WORKING DATA:
+-------+
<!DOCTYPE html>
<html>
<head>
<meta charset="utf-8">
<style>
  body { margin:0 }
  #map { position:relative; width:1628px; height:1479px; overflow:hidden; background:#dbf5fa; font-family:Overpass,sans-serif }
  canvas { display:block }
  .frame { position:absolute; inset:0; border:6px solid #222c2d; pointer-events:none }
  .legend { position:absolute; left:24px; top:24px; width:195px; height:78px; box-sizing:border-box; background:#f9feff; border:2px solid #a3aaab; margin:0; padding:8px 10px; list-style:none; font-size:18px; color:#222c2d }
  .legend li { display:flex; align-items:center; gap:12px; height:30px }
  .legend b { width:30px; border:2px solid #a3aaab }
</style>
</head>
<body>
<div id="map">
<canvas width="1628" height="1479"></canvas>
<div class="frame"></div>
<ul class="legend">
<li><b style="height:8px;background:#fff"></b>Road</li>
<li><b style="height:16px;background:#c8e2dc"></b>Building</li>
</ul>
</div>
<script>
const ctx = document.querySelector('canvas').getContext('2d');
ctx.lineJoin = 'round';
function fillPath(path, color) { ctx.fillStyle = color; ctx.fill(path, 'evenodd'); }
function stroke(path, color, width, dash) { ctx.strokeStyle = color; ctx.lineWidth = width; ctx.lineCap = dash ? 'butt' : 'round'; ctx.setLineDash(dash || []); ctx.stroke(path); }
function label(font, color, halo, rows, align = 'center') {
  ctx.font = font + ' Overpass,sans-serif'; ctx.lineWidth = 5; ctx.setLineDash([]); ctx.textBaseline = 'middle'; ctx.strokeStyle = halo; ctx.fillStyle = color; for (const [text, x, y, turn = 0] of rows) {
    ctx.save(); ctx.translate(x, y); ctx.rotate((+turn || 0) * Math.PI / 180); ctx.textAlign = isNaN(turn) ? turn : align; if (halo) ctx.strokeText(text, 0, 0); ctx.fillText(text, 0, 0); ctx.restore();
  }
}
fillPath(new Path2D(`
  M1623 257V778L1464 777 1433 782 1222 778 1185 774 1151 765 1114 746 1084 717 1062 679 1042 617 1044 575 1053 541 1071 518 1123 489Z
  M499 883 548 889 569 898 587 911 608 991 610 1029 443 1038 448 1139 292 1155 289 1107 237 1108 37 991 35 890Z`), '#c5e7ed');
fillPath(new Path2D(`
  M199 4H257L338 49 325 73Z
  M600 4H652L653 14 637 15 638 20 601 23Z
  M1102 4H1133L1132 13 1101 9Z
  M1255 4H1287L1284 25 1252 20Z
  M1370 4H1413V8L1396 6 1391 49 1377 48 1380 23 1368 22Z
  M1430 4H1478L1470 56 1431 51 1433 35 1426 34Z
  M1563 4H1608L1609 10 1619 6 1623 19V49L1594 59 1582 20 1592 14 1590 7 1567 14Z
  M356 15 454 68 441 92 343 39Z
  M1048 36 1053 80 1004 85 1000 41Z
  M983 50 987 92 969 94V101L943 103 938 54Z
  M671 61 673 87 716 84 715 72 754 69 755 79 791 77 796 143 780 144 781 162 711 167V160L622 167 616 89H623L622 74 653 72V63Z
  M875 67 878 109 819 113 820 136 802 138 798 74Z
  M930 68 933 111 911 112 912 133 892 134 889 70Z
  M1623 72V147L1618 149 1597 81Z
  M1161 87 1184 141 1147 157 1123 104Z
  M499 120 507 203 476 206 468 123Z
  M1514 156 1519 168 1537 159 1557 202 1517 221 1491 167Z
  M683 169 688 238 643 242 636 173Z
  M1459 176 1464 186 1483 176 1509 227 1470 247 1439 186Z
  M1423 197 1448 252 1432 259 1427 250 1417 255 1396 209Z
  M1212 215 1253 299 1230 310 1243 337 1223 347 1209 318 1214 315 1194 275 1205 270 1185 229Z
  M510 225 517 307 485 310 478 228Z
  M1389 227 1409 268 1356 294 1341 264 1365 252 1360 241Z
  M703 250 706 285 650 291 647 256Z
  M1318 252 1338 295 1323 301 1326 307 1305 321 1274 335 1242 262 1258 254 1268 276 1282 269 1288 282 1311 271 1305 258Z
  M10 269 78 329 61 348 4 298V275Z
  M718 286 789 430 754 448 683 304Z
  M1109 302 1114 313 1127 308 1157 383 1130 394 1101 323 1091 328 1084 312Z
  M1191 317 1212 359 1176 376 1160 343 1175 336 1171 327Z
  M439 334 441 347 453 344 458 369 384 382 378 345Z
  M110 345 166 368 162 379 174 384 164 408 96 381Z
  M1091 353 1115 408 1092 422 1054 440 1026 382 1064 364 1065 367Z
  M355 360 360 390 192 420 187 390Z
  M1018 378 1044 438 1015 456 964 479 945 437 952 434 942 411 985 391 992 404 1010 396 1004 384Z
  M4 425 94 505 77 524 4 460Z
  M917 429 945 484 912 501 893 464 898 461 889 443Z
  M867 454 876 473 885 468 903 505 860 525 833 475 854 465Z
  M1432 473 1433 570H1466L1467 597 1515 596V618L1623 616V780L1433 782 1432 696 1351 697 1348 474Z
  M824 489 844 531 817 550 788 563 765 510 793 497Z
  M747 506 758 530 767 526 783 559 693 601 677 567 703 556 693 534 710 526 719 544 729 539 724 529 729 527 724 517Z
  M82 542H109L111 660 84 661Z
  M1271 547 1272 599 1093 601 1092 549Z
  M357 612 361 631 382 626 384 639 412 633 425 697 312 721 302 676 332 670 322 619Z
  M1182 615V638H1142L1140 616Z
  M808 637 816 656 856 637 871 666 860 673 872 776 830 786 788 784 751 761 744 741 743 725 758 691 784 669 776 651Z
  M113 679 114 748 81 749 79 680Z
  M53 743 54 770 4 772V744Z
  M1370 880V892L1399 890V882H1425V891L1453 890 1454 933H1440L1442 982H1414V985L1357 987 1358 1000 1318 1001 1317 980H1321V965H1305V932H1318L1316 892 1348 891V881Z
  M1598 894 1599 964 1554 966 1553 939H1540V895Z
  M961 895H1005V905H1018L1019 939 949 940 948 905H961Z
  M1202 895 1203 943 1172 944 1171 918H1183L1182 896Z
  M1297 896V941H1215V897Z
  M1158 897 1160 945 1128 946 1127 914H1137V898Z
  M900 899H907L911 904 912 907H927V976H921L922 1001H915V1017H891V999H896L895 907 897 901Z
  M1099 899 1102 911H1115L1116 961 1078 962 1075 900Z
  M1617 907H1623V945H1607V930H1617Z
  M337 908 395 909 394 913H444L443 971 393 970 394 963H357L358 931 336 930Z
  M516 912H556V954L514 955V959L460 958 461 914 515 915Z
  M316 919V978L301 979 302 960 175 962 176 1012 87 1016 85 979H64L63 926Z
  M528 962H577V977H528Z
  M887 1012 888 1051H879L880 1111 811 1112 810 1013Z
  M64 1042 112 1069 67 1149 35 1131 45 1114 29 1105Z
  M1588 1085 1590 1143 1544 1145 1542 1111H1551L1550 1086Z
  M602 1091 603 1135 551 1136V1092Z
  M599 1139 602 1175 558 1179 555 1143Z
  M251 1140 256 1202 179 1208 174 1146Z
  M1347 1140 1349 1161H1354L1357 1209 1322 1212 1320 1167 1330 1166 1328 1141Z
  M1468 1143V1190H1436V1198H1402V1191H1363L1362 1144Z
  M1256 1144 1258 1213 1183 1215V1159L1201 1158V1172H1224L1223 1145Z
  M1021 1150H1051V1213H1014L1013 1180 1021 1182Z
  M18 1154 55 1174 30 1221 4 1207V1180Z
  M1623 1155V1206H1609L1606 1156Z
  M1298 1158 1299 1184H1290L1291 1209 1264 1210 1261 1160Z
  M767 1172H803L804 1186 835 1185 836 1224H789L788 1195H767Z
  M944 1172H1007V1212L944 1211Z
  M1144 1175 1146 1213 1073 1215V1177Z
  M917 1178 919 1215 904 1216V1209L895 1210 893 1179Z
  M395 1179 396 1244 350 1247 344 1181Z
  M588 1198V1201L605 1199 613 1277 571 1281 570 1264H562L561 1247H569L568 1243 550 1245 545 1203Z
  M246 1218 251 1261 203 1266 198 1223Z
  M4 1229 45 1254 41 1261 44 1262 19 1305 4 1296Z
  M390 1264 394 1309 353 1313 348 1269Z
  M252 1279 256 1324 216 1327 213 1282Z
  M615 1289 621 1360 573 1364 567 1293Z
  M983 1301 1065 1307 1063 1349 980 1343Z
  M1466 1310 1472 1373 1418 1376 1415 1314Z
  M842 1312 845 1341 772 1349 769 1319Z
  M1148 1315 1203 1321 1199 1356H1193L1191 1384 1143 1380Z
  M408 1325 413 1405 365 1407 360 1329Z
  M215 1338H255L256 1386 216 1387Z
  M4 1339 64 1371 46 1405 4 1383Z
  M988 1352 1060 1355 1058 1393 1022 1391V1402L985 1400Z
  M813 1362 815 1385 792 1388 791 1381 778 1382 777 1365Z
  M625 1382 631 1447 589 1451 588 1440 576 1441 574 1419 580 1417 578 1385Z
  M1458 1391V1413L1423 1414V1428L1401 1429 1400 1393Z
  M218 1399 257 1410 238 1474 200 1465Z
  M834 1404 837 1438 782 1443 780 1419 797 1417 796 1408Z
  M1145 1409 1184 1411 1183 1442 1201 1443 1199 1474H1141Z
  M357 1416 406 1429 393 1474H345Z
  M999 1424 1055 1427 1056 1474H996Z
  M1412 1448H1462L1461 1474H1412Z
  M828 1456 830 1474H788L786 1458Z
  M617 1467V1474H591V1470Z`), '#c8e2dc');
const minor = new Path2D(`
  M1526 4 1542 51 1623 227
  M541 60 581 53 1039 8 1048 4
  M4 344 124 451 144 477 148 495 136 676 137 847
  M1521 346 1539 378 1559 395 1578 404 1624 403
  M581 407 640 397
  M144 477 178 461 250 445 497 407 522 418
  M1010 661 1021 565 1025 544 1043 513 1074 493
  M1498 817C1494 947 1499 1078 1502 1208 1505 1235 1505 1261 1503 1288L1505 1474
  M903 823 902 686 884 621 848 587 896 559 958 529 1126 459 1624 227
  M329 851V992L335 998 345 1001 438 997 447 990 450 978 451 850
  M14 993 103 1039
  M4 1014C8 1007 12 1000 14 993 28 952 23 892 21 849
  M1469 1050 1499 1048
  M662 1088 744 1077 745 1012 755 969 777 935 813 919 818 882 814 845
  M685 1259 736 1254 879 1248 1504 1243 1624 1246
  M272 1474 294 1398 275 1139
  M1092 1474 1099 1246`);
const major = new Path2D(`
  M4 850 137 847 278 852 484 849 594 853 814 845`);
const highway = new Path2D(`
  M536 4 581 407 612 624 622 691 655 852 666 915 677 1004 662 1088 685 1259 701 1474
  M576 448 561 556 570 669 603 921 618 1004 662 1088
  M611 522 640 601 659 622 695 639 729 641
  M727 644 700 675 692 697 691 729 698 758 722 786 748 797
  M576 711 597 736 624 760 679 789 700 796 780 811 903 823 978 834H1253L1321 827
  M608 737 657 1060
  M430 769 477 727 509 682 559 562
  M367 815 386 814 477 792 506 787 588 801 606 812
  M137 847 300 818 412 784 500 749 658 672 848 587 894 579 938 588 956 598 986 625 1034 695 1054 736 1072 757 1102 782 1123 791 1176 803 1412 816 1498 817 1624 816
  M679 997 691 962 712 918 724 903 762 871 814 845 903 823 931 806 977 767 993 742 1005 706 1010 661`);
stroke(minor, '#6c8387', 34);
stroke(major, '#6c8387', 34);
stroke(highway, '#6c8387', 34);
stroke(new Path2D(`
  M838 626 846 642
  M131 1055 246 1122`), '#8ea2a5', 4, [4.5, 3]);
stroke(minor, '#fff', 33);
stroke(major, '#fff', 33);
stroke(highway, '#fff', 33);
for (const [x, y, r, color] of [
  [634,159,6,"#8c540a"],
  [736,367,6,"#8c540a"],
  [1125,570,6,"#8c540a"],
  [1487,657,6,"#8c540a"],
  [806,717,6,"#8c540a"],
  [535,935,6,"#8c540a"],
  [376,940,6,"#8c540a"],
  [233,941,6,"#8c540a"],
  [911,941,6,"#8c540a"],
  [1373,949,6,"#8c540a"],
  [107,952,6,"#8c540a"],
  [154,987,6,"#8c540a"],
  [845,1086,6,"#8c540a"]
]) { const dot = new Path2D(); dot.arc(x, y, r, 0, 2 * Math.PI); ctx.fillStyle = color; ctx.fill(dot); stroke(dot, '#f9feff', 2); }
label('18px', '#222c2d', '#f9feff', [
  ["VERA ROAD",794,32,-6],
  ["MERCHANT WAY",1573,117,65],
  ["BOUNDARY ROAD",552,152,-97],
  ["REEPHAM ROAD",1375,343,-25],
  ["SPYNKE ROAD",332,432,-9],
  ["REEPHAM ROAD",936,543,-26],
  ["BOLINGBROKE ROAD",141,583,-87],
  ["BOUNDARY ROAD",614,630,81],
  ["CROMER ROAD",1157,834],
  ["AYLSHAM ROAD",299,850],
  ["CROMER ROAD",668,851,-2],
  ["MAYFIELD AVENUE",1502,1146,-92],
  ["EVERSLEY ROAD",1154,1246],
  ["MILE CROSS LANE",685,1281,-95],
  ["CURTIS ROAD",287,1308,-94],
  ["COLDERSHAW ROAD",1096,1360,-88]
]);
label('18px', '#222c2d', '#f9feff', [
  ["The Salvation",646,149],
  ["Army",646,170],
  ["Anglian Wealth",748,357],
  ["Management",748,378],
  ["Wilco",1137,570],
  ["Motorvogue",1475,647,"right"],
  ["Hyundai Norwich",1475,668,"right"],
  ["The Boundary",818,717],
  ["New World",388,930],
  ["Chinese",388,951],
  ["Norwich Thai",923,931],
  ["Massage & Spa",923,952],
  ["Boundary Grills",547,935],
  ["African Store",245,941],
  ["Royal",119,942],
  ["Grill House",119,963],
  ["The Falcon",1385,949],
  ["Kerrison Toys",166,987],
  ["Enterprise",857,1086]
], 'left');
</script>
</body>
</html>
+-------+
EXERCISE DETAILS:
Check the lines above for the word "rows" and give the number of lines where it appears, with no other text.

REPLY TO THE TASK:
2